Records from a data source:

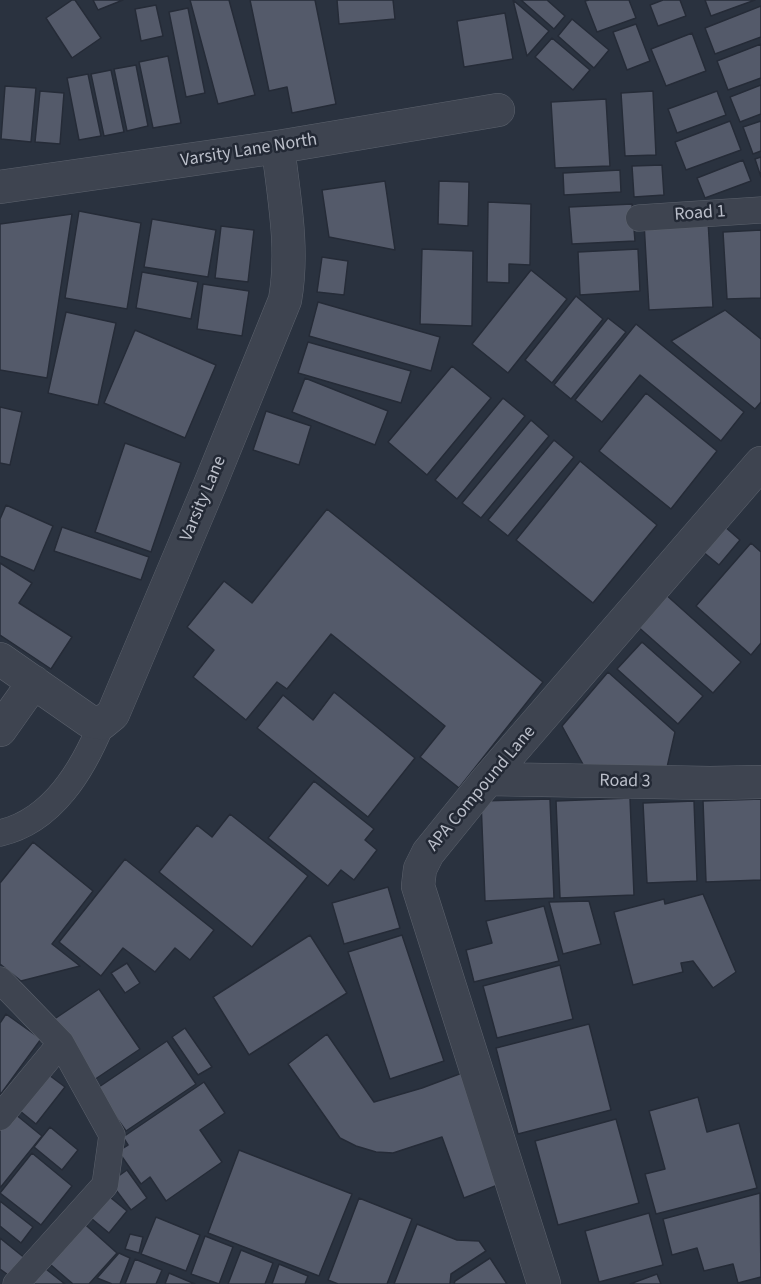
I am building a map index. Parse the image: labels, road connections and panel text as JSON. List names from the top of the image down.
{
  "streets": {
    "street": [
      "Varsity Lane North",
      "Varsity Lane",
      "Road 3",
      "APA Compound Lane"
    ],
    "lane": ["Road 1"]
  },
  "crossings": [
    ["Varsity Lane North", "Varsity Lane"],
    ["Road 3", "APA Compound Lane"]
  ]
}
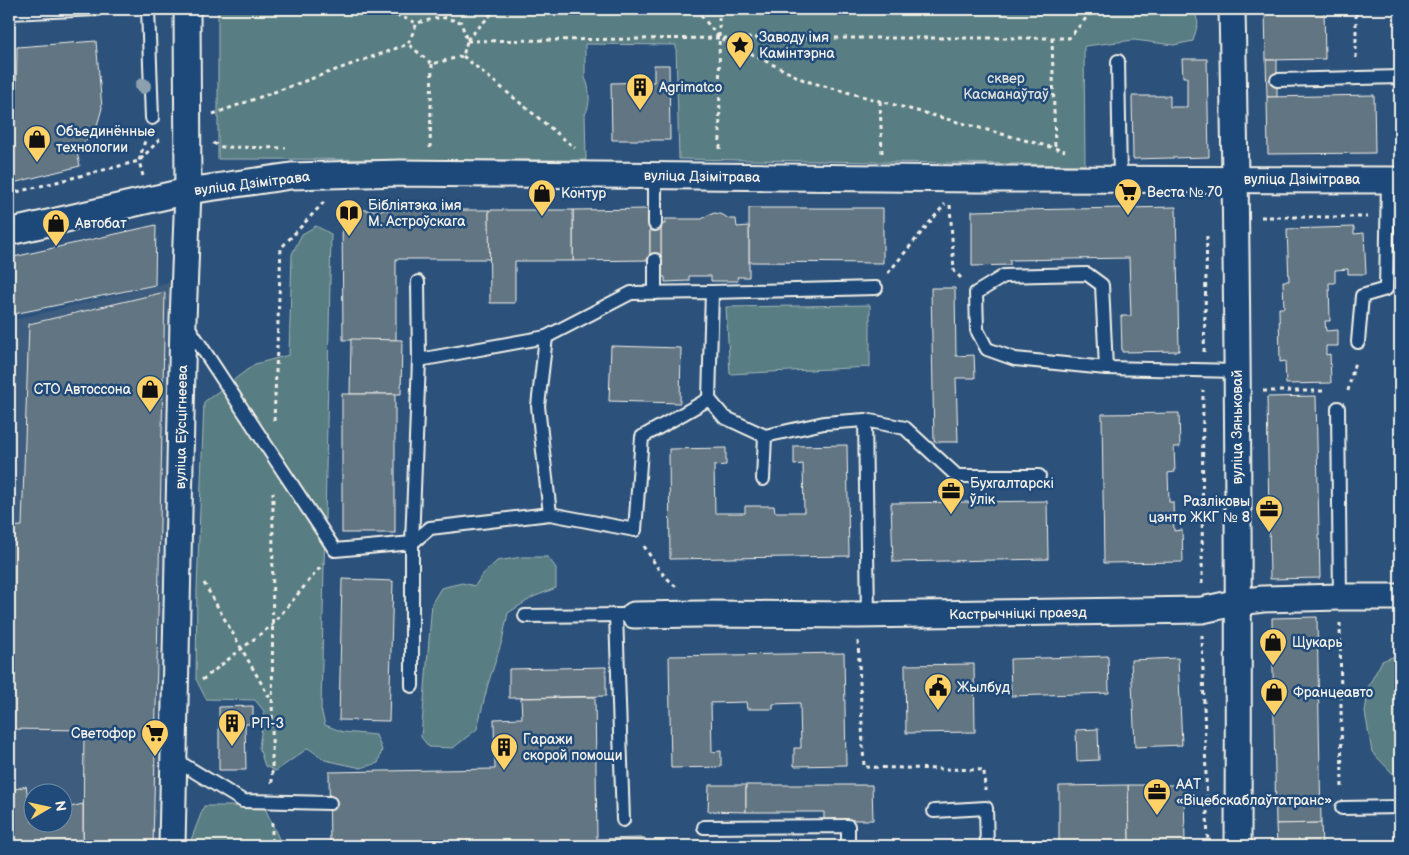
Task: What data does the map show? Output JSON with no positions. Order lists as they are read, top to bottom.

## BRIEF
Transcribe each of the records above precisely, with no pictures in the copy.

## EXERCISE RESULT
I am building a map index. Parse the image: labels, road connections and panel text as JSON. List names from the top of the image down.
{
  "streets": {
    "street": [
      "Varsity Lane North",
      "Varsity Lane",
      "Road 3",
      "APA Compound Lane"
    ],
    "lane": ["Road 1"]
  },
  "crossings": [
    ["Varsity Lane North", "Varsity Lane"],
    ["Road 3", "APA Compound Lane"]
  ]
}
Task: What data does the map show? Output JSON with no positions. Order lists as they are read, top to bottom.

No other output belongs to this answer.